== What you are asked to do ==
Scan the material for the word "Tuller" and copy each line where it occurs.

== Data for analysis ==
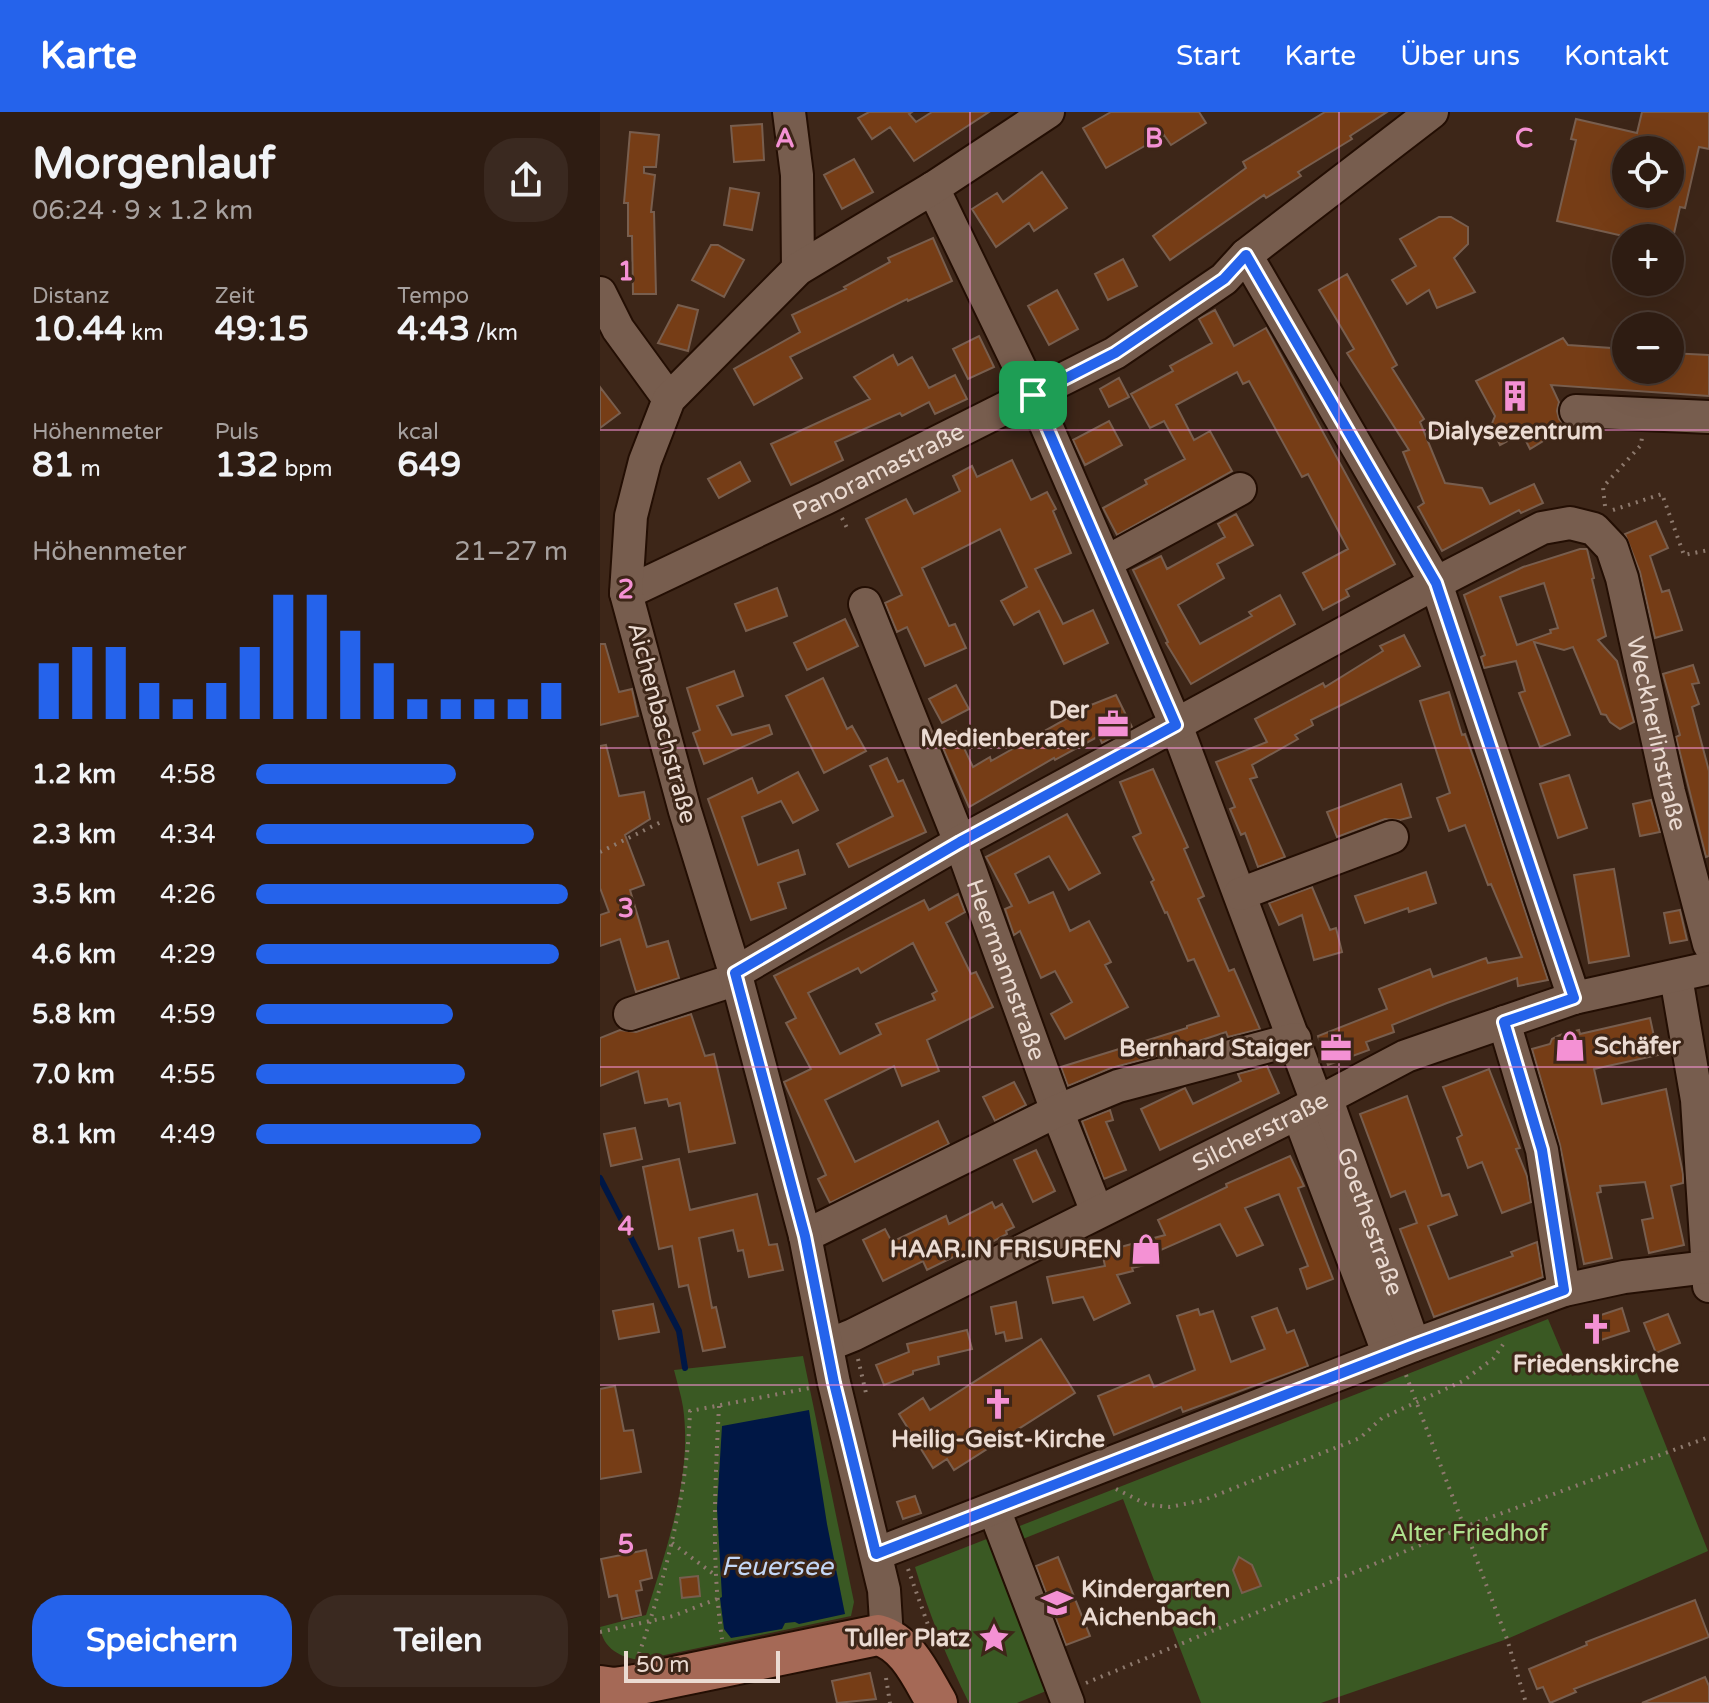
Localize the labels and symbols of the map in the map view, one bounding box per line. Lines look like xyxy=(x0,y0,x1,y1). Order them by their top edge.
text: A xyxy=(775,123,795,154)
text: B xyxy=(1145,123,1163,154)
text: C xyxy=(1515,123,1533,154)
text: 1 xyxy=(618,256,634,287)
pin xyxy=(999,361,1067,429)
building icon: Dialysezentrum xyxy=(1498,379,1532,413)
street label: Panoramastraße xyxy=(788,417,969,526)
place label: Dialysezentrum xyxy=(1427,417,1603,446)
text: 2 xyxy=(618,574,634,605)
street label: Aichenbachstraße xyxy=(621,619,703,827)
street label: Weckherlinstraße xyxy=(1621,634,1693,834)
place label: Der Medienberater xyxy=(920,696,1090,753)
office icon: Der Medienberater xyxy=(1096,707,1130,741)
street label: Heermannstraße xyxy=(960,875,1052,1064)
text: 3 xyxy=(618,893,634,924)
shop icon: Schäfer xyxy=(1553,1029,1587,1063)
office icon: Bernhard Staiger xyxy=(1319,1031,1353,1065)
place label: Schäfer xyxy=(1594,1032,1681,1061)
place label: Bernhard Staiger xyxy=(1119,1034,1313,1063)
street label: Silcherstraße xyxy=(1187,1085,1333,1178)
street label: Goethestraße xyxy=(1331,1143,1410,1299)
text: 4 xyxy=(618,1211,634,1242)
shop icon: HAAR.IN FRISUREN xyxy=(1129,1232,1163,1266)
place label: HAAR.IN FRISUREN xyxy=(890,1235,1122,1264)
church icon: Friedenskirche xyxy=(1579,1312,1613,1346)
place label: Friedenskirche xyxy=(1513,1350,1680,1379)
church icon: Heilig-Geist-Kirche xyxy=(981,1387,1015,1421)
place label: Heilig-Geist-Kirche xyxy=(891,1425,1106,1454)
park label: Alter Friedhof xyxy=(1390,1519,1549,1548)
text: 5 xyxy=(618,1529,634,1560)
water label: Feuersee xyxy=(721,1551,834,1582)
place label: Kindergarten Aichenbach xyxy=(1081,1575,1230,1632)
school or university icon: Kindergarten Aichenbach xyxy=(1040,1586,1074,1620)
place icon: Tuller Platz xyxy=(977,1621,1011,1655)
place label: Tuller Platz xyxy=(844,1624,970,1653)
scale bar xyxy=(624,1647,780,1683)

== Task solution ==
place icon: Tuller Platz xyxy=(977,1621,1011,1655)
place label: Tuller Platz xyxy=(844,1624,970,1653)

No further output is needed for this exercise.